Mabel Daniels (1878-1971)
Active in music from an early age, Mabel Daniels was a magna cum laude graduate of Radcliffe College.  While a student she was a soloist in the Glee Club and composed two operettas that were performed by her fellow students.  After graduation, she studied composition with George W. Chadwick in Boston who encouraged her to study with Ludwig Thuille in Munich, Germany.
Once in Munich she attempted to enroll in a score-reading class given by Director Stavenhagen.  No woman had ever been admitted to his class.  She entered the classroom to play her audition where thirty male students waited in judgment of her keyboard skills.  "You could have heard a pin drop, the place was so still. . . . Just as I took my seat before the keyboard, I heard one of the men smother a laugh. That settled it! I was bound to do or die, and with a calmness quite unnatural I played the bars set before me without a mistake. Nobody laughed when I had finished."  Way to go Mabel!

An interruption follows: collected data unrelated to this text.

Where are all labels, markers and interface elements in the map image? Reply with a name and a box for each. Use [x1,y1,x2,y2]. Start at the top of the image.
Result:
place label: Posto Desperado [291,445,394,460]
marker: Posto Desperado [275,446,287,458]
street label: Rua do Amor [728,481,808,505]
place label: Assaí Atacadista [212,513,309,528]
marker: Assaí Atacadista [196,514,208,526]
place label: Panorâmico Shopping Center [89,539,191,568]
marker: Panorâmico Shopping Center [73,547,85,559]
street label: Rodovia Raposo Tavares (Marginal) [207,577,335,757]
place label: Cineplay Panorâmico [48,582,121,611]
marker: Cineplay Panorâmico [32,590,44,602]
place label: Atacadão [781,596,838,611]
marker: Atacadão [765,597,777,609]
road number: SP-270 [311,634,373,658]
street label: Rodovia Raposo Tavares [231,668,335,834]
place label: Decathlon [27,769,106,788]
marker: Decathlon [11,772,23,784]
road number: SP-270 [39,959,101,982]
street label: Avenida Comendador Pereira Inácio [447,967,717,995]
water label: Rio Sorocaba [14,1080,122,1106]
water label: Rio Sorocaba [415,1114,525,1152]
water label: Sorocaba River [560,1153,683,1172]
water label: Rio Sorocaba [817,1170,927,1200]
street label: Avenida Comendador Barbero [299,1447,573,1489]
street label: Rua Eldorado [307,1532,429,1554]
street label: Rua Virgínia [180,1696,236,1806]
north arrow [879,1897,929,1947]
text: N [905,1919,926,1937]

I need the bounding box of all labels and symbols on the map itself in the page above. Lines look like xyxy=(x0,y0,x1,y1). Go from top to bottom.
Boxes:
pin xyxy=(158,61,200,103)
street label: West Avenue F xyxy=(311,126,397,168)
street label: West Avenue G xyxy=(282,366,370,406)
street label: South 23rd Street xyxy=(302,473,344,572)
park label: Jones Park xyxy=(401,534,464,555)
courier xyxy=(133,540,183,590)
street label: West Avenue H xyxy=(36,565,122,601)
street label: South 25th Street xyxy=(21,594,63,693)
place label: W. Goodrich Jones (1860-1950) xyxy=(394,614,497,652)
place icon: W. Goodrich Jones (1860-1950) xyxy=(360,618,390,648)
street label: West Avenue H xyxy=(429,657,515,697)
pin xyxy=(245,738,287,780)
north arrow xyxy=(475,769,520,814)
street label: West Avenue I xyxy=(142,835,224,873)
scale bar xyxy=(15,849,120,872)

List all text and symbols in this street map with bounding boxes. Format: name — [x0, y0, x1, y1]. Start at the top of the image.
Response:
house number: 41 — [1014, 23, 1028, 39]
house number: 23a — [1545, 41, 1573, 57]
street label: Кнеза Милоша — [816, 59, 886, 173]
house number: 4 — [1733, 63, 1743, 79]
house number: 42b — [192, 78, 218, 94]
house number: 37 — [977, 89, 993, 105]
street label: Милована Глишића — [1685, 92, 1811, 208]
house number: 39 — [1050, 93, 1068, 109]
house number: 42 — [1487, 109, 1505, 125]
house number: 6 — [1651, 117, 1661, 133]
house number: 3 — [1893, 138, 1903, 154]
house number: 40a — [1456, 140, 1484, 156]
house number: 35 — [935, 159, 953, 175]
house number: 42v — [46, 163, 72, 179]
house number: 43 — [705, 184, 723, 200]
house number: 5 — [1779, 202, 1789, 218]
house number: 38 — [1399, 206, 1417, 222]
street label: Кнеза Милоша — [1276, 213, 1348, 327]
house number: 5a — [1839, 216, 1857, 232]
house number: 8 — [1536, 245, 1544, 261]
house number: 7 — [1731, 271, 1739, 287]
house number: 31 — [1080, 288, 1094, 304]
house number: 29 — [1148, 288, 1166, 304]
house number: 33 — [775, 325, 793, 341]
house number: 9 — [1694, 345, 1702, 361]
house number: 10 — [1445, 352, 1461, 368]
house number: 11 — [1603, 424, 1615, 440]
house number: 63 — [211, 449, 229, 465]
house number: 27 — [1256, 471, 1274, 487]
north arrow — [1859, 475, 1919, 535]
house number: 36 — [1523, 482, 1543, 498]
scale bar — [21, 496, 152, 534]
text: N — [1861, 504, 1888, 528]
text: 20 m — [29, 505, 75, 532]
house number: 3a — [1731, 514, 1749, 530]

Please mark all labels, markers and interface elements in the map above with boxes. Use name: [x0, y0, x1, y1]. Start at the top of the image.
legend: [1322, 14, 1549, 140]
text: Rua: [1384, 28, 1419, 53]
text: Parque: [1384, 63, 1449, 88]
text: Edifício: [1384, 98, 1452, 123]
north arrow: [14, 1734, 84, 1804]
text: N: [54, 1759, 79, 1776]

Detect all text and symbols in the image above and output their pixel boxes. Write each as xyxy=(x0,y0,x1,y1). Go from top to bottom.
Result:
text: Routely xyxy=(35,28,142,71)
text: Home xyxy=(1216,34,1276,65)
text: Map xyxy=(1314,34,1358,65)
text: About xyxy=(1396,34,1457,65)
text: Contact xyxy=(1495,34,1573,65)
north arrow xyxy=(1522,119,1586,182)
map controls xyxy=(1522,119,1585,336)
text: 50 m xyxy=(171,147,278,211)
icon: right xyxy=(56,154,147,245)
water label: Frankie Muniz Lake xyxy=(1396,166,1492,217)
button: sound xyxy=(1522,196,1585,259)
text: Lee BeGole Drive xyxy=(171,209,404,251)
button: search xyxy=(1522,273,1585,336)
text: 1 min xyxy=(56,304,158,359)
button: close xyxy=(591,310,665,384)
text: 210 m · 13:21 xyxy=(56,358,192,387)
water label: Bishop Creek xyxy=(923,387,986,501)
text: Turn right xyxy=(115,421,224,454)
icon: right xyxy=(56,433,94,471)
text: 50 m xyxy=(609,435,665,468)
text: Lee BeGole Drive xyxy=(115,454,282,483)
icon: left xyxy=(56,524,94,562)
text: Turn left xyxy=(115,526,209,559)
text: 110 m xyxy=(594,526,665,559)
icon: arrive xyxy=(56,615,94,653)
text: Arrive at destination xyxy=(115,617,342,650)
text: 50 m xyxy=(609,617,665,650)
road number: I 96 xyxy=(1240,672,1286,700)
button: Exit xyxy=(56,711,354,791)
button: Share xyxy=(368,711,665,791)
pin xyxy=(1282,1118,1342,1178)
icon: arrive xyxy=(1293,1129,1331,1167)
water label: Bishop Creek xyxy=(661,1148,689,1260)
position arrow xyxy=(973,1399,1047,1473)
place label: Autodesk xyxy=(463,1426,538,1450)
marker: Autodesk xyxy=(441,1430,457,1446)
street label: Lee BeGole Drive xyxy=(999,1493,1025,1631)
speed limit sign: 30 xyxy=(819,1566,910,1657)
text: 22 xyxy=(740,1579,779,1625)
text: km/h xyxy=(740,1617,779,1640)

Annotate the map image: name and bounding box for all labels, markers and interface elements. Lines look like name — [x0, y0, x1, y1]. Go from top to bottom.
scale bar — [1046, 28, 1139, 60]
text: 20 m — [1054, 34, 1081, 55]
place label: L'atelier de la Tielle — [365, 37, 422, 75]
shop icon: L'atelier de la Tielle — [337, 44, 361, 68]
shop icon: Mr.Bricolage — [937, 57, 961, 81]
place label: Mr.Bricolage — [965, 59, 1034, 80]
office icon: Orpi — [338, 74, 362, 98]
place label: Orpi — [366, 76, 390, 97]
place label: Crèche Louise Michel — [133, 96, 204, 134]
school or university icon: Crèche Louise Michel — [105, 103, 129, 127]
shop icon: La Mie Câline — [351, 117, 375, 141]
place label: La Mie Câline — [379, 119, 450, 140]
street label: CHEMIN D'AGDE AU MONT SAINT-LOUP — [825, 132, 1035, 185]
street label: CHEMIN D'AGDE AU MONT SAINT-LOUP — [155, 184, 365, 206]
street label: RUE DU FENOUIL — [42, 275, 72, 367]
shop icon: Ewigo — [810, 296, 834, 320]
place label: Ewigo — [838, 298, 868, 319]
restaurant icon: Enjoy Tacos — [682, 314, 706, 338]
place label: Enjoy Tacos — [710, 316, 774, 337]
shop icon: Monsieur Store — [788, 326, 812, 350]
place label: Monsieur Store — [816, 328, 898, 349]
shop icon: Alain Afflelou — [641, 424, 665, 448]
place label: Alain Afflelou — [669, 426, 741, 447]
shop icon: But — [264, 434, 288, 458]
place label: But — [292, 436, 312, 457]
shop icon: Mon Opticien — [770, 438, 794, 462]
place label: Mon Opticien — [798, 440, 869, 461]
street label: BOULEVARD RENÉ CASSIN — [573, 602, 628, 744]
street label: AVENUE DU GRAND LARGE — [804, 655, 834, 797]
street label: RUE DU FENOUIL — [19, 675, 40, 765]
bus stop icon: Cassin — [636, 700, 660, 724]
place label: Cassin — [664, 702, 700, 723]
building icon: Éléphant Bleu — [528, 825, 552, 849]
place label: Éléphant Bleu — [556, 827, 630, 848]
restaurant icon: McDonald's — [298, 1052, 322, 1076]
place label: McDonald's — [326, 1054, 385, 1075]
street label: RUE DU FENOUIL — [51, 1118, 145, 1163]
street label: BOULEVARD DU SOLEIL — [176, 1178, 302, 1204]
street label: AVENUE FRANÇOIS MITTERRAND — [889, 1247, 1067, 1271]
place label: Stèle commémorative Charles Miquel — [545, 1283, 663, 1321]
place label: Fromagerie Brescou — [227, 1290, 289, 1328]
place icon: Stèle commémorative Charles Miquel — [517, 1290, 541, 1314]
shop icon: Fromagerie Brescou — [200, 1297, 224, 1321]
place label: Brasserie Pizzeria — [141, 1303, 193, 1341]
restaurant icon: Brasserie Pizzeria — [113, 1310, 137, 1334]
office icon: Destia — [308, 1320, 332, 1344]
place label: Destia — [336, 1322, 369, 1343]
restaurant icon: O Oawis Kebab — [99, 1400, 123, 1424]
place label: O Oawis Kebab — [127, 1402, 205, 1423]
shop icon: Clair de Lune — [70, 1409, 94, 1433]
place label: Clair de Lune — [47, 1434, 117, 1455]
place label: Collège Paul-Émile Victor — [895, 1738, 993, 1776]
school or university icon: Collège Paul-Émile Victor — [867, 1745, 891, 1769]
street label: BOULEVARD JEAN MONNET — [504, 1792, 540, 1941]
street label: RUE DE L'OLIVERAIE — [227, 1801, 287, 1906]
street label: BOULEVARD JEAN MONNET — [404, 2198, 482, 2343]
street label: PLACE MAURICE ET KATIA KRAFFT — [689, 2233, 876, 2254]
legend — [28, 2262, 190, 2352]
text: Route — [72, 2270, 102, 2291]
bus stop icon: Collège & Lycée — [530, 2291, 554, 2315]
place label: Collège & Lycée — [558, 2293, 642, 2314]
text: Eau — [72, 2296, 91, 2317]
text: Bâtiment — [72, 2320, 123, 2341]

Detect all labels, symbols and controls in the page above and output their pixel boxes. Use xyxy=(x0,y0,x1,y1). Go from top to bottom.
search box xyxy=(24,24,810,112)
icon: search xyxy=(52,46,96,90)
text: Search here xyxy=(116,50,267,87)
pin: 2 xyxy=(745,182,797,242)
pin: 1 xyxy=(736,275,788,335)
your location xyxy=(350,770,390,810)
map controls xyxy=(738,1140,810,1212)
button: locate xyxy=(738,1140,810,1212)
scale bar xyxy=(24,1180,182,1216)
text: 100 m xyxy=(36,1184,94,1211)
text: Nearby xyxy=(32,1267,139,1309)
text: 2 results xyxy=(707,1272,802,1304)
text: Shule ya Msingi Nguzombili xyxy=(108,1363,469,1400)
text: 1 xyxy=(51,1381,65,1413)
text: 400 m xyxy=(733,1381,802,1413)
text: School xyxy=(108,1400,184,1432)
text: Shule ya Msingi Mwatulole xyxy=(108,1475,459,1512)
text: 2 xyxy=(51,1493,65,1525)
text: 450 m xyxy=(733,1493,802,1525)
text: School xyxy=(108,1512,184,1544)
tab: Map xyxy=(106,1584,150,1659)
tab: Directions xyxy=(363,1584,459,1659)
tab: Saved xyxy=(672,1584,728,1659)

Returning to the States, Miss Daniels became director of the Glee Club at Radcliffe and later became head of the Music Department at Simmons College.  From 1918 on, she devoted her time to composing.

Choral compositions were the greater part of her output.  Her Exultate Deo was written for the 50th Anniversary of the founding of Radcliffe College and The Song of Jael was given its premiere at the Worcester Festival in 1940.  She spent 24 summers at the MacDowell Colony.  Her generosity of spirit shown through when she established scholarships and composition prizes for music students at New England Conservatory of Music and Radcliffe College. 

As with many women composers of her day, Miss Daniel’s compositions were published by Arthur P Schmidt of Boston. 

The Branscombe Choral frequently performed her choral pieces in concert and on radio.  In the Choral’s scrapbooks you will find handwritten notes from Mabel Daniels to Gena Branscombe thanking her for scheduling her piece and for the beautiful performance!